* **About this exercise**: The full set of entries below is to be returned unchanged.

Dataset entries
-- Opening Marker --
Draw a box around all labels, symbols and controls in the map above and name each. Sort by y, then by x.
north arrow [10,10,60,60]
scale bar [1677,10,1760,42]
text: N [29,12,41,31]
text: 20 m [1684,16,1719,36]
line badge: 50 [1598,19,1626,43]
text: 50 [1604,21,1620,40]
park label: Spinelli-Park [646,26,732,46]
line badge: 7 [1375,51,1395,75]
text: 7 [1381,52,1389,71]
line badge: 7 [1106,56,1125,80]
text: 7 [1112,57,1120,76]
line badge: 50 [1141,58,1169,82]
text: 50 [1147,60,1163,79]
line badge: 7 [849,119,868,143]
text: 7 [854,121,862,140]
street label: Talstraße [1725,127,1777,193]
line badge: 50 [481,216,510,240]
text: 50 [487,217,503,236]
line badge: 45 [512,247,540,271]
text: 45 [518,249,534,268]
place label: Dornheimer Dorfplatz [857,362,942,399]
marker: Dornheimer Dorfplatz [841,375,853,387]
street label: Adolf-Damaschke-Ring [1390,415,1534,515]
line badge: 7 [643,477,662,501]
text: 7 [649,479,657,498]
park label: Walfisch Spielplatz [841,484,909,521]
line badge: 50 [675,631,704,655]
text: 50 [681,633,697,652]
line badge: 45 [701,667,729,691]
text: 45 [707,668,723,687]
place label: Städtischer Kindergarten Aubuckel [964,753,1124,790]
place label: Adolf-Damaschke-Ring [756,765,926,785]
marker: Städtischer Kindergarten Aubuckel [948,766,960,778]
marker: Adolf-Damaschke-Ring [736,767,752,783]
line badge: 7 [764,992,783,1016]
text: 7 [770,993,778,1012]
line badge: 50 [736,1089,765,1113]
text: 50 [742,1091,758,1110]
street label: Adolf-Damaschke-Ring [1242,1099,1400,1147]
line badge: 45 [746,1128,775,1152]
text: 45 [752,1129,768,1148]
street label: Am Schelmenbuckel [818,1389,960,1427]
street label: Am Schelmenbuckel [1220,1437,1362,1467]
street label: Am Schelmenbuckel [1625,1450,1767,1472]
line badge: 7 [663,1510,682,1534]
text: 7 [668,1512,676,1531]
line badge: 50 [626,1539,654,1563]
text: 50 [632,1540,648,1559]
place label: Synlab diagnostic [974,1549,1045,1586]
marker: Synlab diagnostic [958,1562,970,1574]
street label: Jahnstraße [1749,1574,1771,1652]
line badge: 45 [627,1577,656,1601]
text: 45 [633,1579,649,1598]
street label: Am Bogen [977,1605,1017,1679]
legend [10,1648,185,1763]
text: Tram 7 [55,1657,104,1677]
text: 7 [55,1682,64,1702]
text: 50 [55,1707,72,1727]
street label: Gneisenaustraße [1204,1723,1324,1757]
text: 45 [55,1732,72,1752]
-- Closing Marker --
* **Answer box**:
Draw a box around all labels, symbols and controls in the map above and name each. Sort by y, then by x.
north arrow [10,10,60,60]
scale bar [1677,10,1760,42]
text: N [29,12,41,31]
text: 20 m [1684,16,1719,36]
line badge: 50 [1598,19,1626,43]
text: 50 [1604,21,1620,40]
park label: Spinelli-Park [646,26,732,46]
line badge: 7 [1375,51,1395,75]
text: 7 [1381,52,1389,71]
line badge: 7 [1106,56,1125,80]
text: 7 [1112,57,1120,76]
line badge: 50 [1141,58,1169,82]
text: 50 [1147,60,1163,79]
line badge: 7 [849,119,868,143]
text: 7 [854,121,862,140]
street label: Talstraße [1725,127,1777,193]
line badge: 50 [481,216,510,240]
text: 50 [487,217,503,236]
line badge: 45 [512,247,540,271]
text: 45 [518,249,534,268]
place label: Dornheimer Dorfplatz [857,362,942,399]
marker: Dornheimer Dorfplatz [841,375,853,387]
street label: Adolf-Damaschke-Ring [1390,415,1534,515]
line badge: 7 [643,477,662,501]
text: 7 [649,479,657,498]
park label: Walfisch Spielplatz [841,484,909,521]
line badge: 50 [675,631,704,655]
text: 50 [681,633,697,652]
line badge: 45 [701,667,729,691]
text: 45 [707,668,723,687]
place label: Städtischer Kindergarten Aubuckel [964,753,1124,790]
place label: Adolf-Damaschke-Ring [756,765,926,785]
marker: Städtischer Kindergarten Aubuckel [948,766,960,778]
marker: Adolf-Damaschke-Ring [736,767,752,783]
line badge: 7 [764,992,783,1016]
text: 7 [770,993,778,1012]
line badge: 50 [736,1089,765,1113]
text: 50 [742,1091,758,1110]
street label: Adolf-Damaschke-Ring [1242,1099,1400,1147]
line badge: 45 [746,1128,775,1152]
text: 45 [752,1129,768,1148]
street label: Am Schelmenbuckel [818,1389,960,1427]
street label: Am Schelmenbuckel [1220,1437,1362,1467]
street label: Am Schelmenbuckel [1625,1450,1767,1472]
line badge: 7 [663,1510,682,1534]
text: 7 [668,1512,676,1531]
line badge: 50 [626,1539,654,1563]
text: 50 [632,1540,648,1559]
place label: Synlab diagnostic [974,1549,1045,1586]
marker: Synlab diagnostic [958,1562,970,1574]
street label: Jahnstraße [1749,1574,1771,1652]
line badge: 45 [627,1577,656,1601]
text: 45 [633,1579,649,1598]
street label: Am Bogen [977,1605,1017,1679]
legend [10,1648,185,1763]
text: Tram 7 [55,1657,104,1677]
text: 7 [55,1682,64,1702]
text: 50 [55,1707,72,1727]
street label: Gneisenaustraße [1204,1723,1324,1757]
text: 45 [55,1732,72,1752]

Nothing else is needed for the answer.